1. What has your schedule been like lately?
As of recently, OK Go has been on a song writing break and personal family life hiatus. Last December my wife Kristy and I had a baby boy - Cohen. Parenting, needless to say has been taking a lot of my time and attention. September 16th OK Go heads back into the studio for production of our fourth album. We'll be recording with Dave Fridmann again and hope to release the album in spring 2013.
2. OkGo has the designation of being something like an artistic collective. How does the group balance between being a proper touring band and a creative think-tank?
In the last year touring has taken second fiddle to lots of other wilder and unusual projects for OK Go. I think the future holds less touring for us in general but even more wild parallel projects. We really allow ourselves the freedom to be as unusual as we can.
3. Are there any drawbacks to the gig?
Not really any I can think of to be honest. The other band members are really supportive with each others separate projects and since we've been a band for 12 years, it really feels like family.
4. What would you say fuels your personal playing style?
Not to sound cliche but for me, the song really dictates the style. I'm totally open to whatever feel or sound suits the song. Chances are rather good the next album will have a lot more programmed drums on it. Which suits me fine. I'm pretty sure it'll be a great blend of live and programmed drumming.
5. How did the band start?
The band started in 1998 in Chicago, although our members have been friends as far back as the mid eighties. That first year we rehearsed for about 6 months before playing our first show and then played all over town for about two years. In 2001 we were picked up by Capitol Records and had our debut album out in 2002. The first 4 years of being signed we were on the road about 9 months a year. It was pretty classic rock band stuff.
6. What has been your most difficult -or challenging- gig, and how did you handle that?
The most difficult experience I've had to date as a drummer was the process of making our first record. Our record was an important one for the label and for us - so we couldn't short change anything. After about a week of tracking my drums, the head of the label and the producer decided to call in other drummers. You probably know which ones too. I got to watch the best session musicians play on the songs I played and toured for the last two years. It was a very humbling experience. But now I feel it gave me the absolute best lesson on great studio drumming - how to handle the downs of big label business - and what ultimately matters more than anything, is to stay positive and keep your head up.
7. Any tricks you can share that you use to keep your playing fresh?
I like to produce other music on my computer on the side. Writing songs and programming drums really gets you in touch with what really makes music work. Being able to "see" the drumming (wave forms on a computer screen) gives you a completely fresh view on what it is we do with our hands and feet behind a kit. Playing "behind the beat" can make a lot more sense if you have the opportunity to see it against a grid in a DAW.
10. What have been some of your favorite projects you have worked on as part of OkGo.
I think my favorite project that the band has done was being a part of the half time show for a home Notre Dame game.

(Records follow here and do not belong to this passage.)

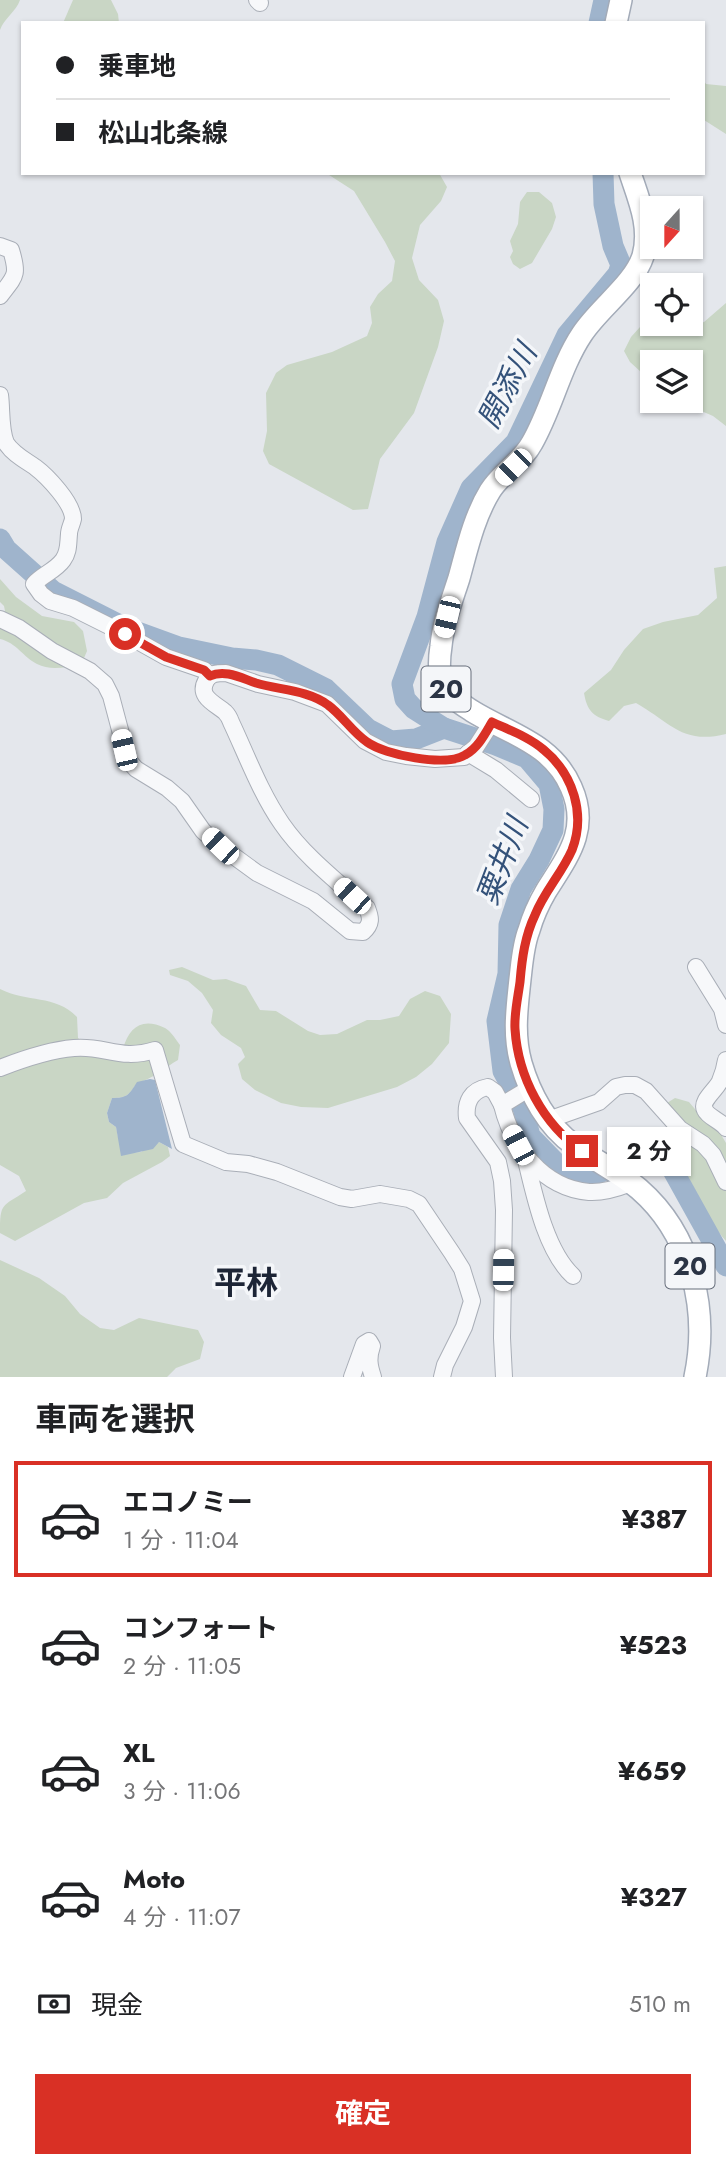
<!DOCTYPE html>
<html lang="ja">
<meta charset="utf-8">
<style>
body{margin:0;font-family:Jost,"Noto Sans JP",sans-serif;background:#f2f2f2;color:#202124;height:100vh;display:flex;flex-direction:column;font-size:26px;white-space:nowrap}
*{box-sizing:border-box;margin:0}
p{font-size:23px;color:#757577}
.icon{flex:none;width:38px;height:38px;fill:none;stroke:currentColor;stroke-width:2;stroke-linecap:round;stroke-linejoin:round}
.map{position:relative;height:1377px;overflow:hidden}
.panel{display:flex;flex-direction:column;background:#fff;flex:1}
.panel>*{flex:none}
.top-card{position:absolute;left:21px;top:21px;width:684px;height:154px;border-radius:0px;box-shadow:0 2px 5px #0004;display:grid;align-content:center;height:154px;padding:0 35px;background:#fff}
.needle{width:46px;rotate:201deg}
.tools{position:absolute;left:640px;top:196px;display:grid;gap:14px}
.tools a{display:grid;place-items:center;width:63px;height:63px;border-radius:0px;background:#fff;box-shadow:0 2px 5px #0004;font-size:35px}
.end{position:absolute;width:32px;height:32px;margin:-16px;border:9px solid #d93025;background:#fff;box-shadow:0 0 0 4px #fff}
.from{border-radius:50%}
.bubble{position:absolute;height:49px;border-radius:0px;background:#fff;box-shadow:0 2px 5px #0004;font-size:23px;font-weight:700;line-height:49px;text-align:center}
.car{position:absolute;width:21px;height:42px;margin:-21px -10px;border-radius:9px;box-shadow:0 0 5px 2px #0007;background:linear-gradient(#fff 24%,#345 0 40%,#fff 0 76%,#345 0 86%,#fff 0)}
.top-card b{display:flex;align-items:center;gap:24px;height:66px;font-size:26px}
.top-card b+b{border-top:2px solid #e0e0e0}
.top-card i{width:18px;height:18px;background:#202124}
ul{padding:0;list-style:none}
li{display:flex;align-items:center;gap:21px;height:116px;margin:0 14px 10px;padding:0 21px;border:4px solid transparent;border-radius:0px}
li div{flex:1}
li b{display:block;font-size:26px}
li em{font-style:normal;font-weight:700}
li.current{border-color:#d93025}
li>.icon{width:63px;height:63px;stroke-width:1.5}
h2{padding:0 35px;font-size:32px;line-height:84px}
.pay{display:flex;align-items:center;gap:18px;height:77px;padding:0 35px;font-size:26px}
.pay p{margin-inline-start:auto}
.cta{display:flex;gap:14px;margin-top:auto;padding:14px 35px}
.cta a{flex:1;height:80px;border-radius:0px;background:#d93025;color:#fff;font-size:28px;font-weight:700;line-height:80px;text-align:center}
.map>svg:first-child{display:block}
.green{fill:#c9d6c5}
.water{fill:#9fb4cc}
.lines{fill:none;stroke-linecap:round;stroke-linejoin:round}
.river{stroke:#9fb4cc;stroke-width:21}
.minor-casing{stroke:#a9aeb7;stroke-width:18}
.major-casing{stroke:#a3abb8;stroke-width:24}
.minor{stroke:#f7f8fa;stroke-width:16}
.major{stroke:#fff;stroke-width:21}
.route{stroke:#d93025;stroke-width:9}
.labels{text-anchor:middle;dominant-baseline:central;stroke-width:7;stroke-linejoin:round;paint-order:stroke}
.shield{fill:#f4f6f9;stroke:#676e7b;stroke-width:2}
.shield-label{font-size:26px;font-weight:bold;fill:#2b3445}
.water-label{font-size:30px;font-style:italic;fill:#34527a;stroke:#f4f6f9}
.quarter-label{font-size:32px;font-weight:bold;fill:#1d2536;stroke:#f4f6f9}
</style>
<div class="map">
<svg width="726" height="1377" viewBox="0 0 726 1377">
<rect width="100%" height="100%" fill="#e4e7ec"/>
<g class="green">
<path d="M0,0H20C16,12 4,18 0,30Z"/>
<polygon points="73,0 111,0 118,14 119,23 63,23"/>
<polygon points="704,81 706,84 726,86 726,134 704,120"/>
<polygon points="326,173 439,173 447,187 441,201 420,225 412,258 419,280 438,300 444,321 438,347 414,413 380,459 368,509 353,510 269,464 263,451 267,431 266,393 276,373 287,365 332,352 367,336 372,323 370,307 378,294 392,281 395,261 385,242 354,191"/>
<polygon points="527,192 539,192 552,203 556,217 552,229 532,263 520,269 513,264 510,257 513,251 510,241 518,224 520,202"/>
<polygon points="726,303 726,426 713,416 678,401 691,401 691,362 653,362 653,383 630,362 624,351 631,337 640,327 684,327 704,322"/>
<path d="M726,566V734C682,745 670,722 636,703L624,706L609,721C592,716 587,710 584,693L611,670L624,650L643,629L663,622L698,615L717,598L714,568Z"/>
<path d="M0,579L16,597L42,616L74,622L83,631L87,651L81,665C66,667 50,671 37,664C23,657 17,643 0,639V617L5,611L4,606L0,602Z"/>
<polygon points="182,967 213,980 226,979 246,986 260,1010 276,1011 308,1031 320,1035 337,1034 367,1020 380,1020 399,1016 410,999 425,991 440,996 451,1014 449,1043 432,1064 416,1077 397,1087 328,1108 301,1107 281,1103 255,1090 242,1079 238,1064 245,1057 241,1048 221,1035 211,1023 213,1010 202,993 188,981 170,975 169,970"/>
<path d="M0,989C27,1003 55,994 77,1017L78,1038L94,1052L123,1049C129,1027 142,1017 165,1028C171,1031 176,1040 180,1045L178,1060C164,1068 153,1079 137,1083C129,1095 127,1098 112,1098L107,1113L109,1122L116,1127L118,1137L129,1153L141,1152L159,1142L168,1147L170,1156L162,1162L123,1183L107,1198L84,1203L15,1241L0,1233C0,1202 2,1207 26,1191L19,1176L0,1165Z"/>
<path d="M675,1098L689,1102L705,1121L720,1133L726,1143V1241C706,1219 699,1189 679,1166C671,1156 660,1150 658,1136L667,1130V1103Z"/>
<polygon points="0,1260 39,1278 65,1296 80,1314 100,1328 114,1330 139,1318 198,1330 204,1342 200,1359 176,1368 167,1377 0,1377"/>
</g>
<path class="water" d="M150,1079L155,1080L172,1149L159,1142L153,1149L121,1156L116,1127L109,1122L107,1113L112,1098C127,1098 129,1095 137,1082Z"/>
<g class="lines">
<g class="river">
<polyline points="599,23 604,0"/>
<polyline points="0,539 6,549 53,591 124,627 179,647 232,658 256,660 278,665 326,689 368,729 391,741 416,739 444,728 496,745 527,758 549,784 554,809 553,830 539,860 521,889 509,925 508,974 497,1021 503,1071 523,1108 530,1136 562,1169 579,1175 597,1174 630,1156 643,1154 654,1156 671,1167 726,1266"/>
<polyline points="444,728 414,709 405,699 402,684 427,617 447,542 471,488 516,442 567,335 618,274 621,265 613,246 604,204 603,173"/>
</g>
<defs>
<g id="minor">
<polyline points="257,0 260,3"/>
<path d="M0,246L11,250C19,276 15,276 0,296"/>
<path d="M0,395C2,409 0,429 6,443C13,454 25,460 35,467C47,476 73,503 73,519C72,524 69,529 69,534C68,544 69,552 63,560C55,571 43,574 34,584L41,594L50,601L73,608L125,634L166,657L204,670L210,676"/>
<path d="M0,619L19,628L52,651L90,671L105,684L111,696L128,760L136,769L167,788L182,801L203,831L220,846L257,873L313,901L350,931L363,932C372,924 371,918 367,908C338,882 304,856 282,824C260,792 247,756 231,722C230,719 227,714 225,712C216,704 197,697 206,681C210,673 217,673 226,673L258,684L295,692L327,704L365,741L386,752L406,756L435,759L464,757L476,747L492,722"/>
<polyline points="468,753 496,770 531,799"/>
<polyline points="696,967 722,1009 726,1025"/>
<path d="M726,1060C725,1067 723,1074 720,1081C717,1089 700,1101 705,1110C708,1117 721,1121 726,1128"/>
<path d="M0,1068C23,1059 50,1050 74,1048C105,1045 120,1061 155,1050L183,1144L226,1162L248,1164L277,1172L340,1197L352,1199L380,1194L409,1199L419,1204L452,1253L462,1269L472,1301L464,1327L445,1365L442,1377"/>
<path d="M502,1105C512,1146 542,1188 589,1192C603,1193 618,1188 631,1183"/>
<polyline points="548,1120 599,1102 616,1087 625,1085 635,1085 646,1091 680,1129 703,1144 713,1155 726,1182"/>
<path d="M525,1156C534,1193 545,1250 573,1276"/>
<path d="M352,1377L364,1344L369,1341L372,1346C368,1358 369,1365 373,1377"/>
<path d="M504,1377L502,1338L504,1210L502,1181L498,1162L467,1118C465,1102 471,1090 488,1087L495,1092L502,1105L530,1088"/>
</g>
<g id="major">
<polyline points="616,23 621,0"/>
<path d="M630,173C639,200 651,227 643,256C634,284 600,307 582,334C560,367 552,408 532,443C522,462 501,473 490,491C474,517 467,549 459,578C452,600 443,623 441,646C439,659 438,677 445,688C451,698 463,705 472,711C509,734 552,743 571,787C590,829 568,856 546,891C539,903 533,916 529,930C523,945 522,962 520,979C517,1008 513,1034 521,1063C530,1094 547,1126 574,1145C595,1161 619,1172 639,1189C692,1235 709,1310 695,1377"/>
</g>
</defs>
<use href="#minor" class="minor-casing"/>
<use href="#major" class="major-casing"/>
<use href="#minor" class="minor"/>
<use href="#major" class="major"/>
</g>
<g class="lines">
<path class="route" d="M125,634L166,657L204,670L210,676C225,669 241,678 256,683C279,690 308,690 328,705C342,715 352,732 367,742C385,755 445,767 465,755C478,748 485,734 492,722C509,730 529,737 544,750C573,774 586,814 572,850C562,873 544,892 535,915C525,936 522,958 520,982C518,997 514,1014 515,1029C518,1077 543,1124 582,1151"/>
</g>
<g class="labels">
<g class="shield">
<rect x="421.5" y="666.5" width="49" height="45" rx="5"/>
<rect x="665.5" y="1243.5" width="49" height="45" rx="5"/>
</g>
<g class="shield-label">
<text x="446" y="689">20</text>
<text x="690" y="1266">20</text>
</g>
<g class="water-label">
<text transform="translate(507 386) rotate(-62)">開添川</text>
<text transform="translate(502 861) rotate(-69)">粟井川</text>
</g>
<g class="quarter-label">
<text x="246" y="1283">平林</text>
</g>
</g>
</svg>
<div class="tools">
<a><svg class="needle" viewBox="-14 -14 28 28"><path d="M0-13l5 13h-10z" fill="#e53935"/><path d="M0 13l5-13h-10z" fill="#757577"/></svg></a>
<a><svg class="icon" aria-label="locate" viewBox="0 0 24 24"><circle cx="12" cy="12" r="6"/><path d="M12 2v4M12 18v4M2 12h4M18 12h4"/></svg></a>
<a><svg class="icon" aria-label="layers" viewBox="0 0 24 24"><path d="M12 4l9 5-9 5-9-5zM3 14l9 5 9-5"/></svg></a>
</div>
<i class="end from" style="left:125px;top:634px"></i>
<i class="end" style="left:582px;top:1151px"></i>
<div class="bubble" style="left:607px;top:1127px;width:84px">2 分</div>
<i class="car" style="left:513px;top:467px;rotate:225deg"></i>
<i class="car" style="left:447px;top:617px;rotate:193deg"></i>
<i class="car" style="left:124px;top:750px;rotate:347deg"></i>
<i class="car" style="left:220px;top:846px;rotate:314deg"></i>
<i class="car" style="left:352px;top:896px;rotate:313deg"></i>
<i class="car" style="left:518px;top:1145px;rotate:332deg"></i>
<i class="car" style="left:503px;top:1270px;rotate:1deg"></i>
<div class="top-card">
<b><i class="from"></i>乗車地</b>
<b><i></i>松山北条線</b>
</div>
</div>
<section class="panel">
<h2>車両を選択</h2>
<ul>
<li class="current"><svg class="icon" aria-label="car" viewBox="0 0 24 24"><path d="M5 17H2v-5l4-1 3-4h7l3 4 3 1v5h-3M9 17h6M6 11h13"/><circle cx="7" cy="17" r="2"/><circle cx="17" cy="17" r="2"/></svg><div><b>エコノミー</b><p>1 分 · 11:04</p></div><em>¥387</em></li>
<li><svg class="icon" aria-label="car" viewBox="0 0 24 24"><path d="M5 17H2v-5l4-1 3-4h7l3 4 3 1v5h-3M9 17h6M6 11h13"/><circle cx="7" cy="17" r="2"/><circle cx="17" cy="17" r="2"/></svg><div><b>コンフォート</b><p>2 分 · 11:05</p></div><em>¥523</em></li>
<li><svg class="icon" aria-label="car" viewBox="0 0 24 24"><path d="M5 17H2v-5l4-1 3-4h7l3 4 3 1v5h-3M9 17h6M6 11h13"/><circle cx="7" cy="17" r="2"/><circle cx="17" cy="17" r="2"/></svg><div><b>XL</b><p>3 分 · 11:06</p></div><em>¥659</em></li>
<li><svg class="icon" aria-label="car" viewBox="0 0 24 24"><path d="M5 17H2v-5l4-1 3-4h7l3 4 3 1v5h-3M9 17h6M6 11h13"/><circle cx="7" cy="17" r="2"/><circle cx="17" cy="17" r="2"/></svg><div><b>Moto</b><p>4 分 · 11:07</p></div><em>¥327</em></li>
</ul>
<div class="pay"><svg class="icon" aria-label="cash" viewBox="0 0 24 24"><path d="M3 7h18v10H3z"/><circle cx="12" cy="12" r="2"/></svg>現金<p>510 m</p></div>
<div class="cta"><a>確定</a></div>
</section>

My favorite video shoot was for the song "End Love". It was a time lapse video shot over the course of 24 hours. We slept a night through in a city park. That represented 8 seconds of the video.
11. What’s been your touring set-up, and what are you digging about it?
I'm playing a Bubinga wrap 4 piece Ludwig with a 6.5 Black Beauty. I love the whole kit! When we play gigs with rentals, I can instantly feel a difference. Love getting back to my drums.
12. How important to you are the drums you play and how do you feel it affects your playing?
I'd say it's pretty important. I mean, it's like wearing a fitted suit. It feels good and comfortable. Everything is tuned the way I like and set to the appropriate hight, it just feels like home.
13. What drew you to Ludwig?
I always knew Ludwig was/is one of the greatest drum companies in the world. I knew their snares were the ones on all my favorite records. I knew that their distinctive sound was going to fit what OK Go was about. It was really not a difficult choice to play Ludwig.
14. Can you describe how you tweak your drums to get your personal sound?
Generally I like to keep my drums tuned as low as I can get them. I keep them wide open and try not to change the heads if possible. I love the broken in feel and sound of older heads.
15. Are there any upcoming projects that you are particularly excited about?
Hopefully OK Go will be doing a video collaboration with Boeing. (the plane manufacturer) Our initial idea was to shoot the very first weightless music video!
16. Who are you major drumming influences?
All the great. Bonham, Rich, Ringo and Gadd. I love Manu Katche's playing. And of course the dudes that replaced me on our first album, Freese and Chamberlain!
17. What are your four favorite albums (drumming or otherwise)?
love every Beatles album and every Led Zeppelin record. Recently though I've been getting into a lot more electronic stuff. Right now I really can't get enough of what Diplo's been doing!